Legislativos mineiros ignoram gestantes e mãe é obrigada a trabalhar 15 dias após ter filho

Divulgação/ALMG + Arquivo/Agência Brasil

O poder responsável por zelar e atualizar as nossas leis ignora um direito básico da mulher: a licença-maternidade. Pois essa é a realidade das duas Casas legislativas mais importantes de Minas: a estadual e a da capital do Estado. O cenário, que se repete em tantas outras cidades mineiras, chegou ao absurdo de obrigar uma vereadora a voltar ao trabalho apenas 15 dias após dar à luz.

“Temos que lutar para efetivar direitos que já foram conquistados. As mulheres têm pouca inserção política, e são as mais atingidas. Ganham salários desiguais, não têm direitos garantidos… Temos 52% de mulheres na população, mas apenas 10% de representação parlamentar”, afirma ao BHAZ a cientista político Helcimara Telles.

O direito tão básico ignorado pelas Casas desde o início do século passado voltou à tona apenas neste ano após a deputada estadual Ana Paula Siqueira (Rede) descobrir, ao ficar grávida do seu terceiro filho, que o regimento interno da Assembleia Legislativa de Minas Gerais (ALMG) simplesmente ignorava as gestantes – e a licença-maternidade.

Ao procurar mais informações sobre regimentos de outras Casas e casos semelhantes, a legisladora estadual se deparou com um absurdo ocorrido na região metropolitana: a vereadora de Santa Luzia, Suzane Duarte Almada (PT), precisou retornar ao trabalho apenas 15 dias após dar à luz para não ser prejudicada, já que a licença não era prevista pela Câmara Municipal daquele município.

Vereadora Suzane Duarte Almada (Marcelo Barbosa/Divulgação)

“Ficou evidente que esse espaço não é visto como um lugar de mulher. Eu tinha que me virar. Nos plenários, onde não havia sala própria de amamentação, eu tinha que sair para amamentar em outro lugar; precisava também pedir para que minha irmã ficasse com minha filha na hora das reuniões”, relembra dos “desafios” que enfrentou em 2007, logo após o parto de sua filha.

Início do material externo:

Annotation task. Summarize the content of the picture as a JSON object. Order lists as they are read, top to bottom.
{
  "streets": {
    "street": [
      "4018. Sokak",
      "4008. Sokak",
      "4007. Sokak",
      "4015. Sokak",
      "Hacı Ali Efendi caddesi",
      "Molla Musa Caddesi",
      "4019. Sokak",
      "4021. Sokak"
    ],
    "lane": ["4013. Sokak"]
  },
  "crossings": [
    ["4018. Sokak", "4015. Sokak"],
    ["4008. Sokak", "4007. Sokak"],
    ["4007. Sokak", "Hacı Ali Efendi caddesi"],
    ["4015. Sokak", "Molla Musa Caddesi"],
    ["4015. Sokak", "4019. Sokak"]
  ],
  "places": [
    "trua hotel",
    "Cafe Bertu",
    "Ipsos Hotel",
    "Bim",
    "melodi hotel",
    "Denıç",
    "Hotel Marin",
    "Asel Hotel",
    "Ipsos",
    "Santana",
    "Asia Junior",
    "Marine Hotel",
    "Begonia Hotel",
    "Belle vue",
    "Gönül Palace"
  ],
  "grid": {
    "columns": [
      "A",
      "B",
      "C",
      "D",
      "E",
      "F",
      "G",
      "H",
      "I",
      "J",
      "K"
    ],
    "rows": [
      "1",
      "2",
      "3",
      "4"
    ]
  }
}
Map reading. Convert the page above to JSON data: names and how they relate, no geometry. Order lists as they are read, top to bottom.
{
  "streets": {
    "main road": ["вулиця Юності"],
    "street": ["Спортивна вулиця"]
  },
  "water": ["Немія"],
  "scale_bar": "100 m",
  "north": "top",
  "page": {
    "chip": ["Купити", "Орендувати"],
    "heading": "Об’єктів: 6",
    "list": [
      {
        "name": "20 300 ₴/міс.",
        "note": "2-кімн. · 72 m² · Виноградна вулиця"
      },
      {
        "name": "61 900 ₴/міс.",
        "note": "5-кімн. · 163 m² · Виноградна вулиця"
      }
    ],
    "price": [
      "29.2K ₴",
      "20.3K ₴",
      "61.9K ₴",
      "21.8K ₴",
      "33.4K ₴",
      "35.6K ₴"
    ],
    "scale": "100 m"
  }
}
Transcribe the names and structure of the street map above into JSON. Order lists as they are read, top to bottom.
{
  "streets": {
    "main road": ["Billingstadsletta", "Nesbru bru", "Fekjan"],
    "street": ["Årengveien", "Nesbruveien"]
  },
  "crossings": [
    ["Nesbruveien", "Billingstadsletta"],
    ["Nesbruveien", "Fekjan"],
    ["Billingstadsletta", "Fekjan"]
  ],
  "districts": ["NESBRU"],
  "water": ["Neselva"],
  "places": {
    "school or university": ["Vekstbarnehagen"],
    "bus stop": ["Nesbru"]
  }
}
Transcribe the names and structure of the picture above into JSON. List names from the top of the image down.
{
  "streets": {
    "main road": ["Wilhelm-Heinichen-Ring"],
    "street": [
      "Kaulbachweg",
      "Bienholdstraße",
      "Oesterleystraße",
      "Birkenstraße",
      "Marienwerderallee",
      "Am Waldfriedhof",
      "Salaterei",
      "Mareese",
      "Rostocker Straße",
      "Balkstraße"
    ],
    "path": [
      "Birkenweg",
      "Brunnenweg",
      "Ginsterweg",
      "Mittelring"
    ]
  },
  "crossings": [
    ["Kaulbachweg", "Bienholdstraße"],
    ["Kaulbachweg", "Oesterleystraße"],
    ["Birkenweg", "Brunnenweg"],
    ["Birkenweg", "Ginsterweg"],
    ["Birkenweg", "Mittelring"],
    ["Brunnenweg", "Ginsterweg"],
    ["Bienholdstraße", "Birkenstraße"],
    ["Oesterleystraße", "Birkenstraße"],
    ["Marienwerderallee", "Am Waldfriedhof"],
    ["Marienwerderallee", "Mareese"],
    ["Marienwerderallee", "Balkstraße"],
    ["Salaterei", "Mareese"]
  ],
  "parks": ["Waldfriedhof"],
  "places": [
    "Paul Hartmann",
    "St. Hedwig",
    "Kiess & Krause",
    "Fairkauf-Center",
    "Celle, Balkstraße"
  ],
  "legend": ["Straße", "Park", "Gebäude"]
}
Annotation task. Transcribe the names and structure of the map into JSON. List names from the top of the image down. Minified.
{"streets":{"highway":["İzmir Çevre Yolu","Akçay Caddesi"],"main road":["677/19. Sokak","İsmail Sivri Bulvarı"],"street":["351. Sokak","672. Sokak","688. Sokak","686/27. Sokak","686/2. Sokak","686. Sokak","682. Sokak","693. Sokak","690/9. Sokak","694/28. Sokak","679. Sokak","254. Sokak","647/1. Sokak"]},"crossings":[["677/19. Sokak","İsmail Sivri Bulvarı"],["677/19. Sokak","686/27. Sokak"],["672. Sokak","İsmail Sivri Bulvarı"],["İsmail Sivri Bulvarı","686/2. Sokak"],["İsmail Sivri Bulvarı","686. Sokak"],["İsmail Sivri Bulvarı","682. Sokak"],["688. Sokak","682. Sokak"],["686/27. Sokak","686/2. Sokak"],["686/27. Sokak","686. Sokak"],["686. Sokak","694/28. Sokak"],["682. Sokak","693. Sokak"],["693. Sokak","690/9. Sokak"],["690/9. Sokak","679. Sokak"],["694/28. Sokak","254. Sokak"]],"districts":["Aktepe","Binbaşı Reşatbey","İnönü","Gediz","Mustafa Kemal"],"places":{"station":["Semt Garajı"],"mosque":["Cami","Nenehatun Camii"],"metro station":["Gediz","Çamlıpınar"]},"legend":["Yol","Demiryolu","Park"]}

Hoje, a vereadora cumpre seu terceiro mandato.

Segundo Suzane, os colegas de função foram compreensivos, mas não houve qualquer movimentação para que o regimento interno fosse revisto. A petista integra hoje atualmente a Comissão Especial de Revisão da Lei Orgânica e do Regimento Interno e pretende apresentar uma proposta para a inclusão da licença-maternidade no Regimento Interno.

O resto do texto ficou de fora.